Exercise brief: Word for word, reproduce the records, keeping none of the pictures.

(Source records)
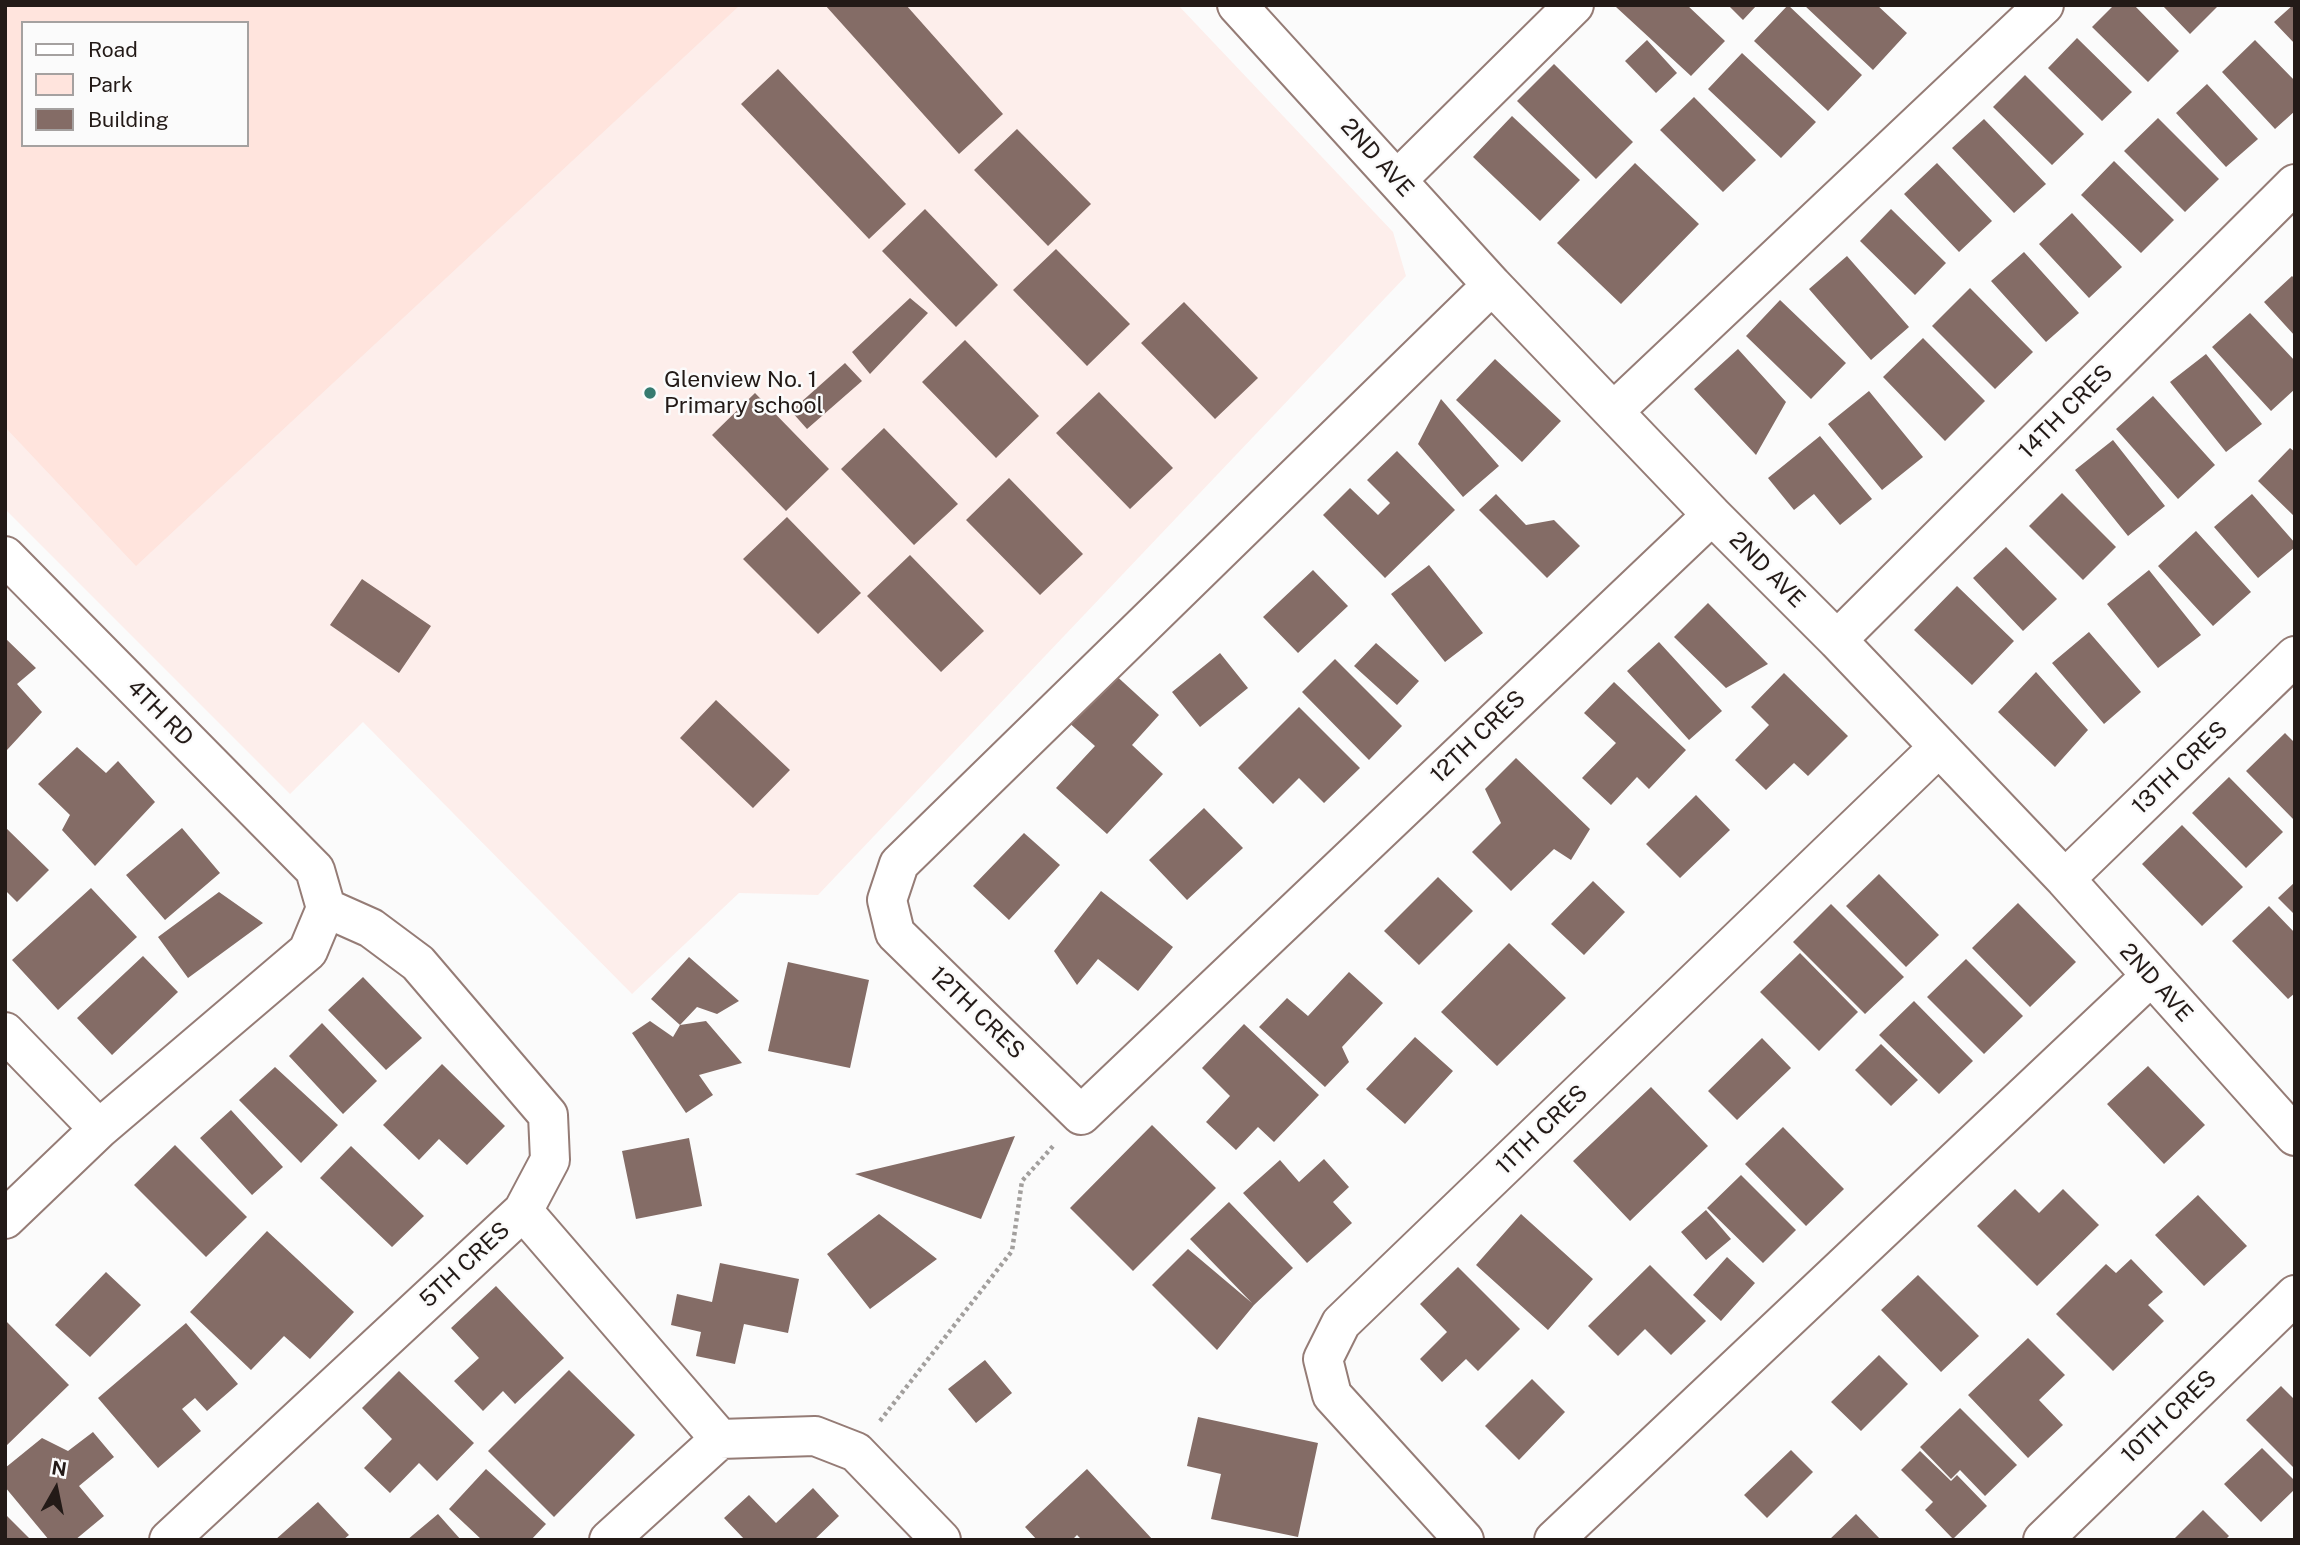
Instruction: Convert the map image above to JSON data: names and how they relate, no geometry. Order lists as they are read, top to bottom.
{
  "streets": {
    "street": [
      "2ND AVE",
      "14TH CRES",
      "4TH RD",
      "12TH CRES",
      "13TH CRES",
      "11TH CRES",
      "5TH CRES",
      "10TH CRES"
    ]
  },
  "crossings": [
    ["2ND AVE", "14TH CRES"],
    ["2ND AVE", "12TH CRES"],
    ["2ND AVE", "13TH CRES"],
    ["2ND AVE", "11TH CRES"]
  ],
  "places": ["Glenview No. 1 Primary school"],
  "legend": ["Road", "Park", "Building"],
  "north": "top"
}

Output of the task:
Instruction: Convert the map image above to JSON data: names and how they relate, no geometry. Order lists as they are read, top to bottom.
{
  "streets": {
    "street": [
      "2ND AVE",
      "14TH CRES",
      "4TH RD",
      "12TH CRES",
      "13TH CRES",
      "11TH CRES",
      "5TH CRES",
      "10TH CRES"
    ]
  },
  "crossings": [
    ["2ND AVE", "14TH CRES"],
    ["2ND AVE", "12TH CRES"],
    ["2ND AVE", "13TH CRES"],
    ["2ND AVE", "11TH CRES"]
  ],
  "places": ["Glenview No. 1 Primary school"],
  "legend": ["Road", "Park", "Building"],
  "north": "top"
}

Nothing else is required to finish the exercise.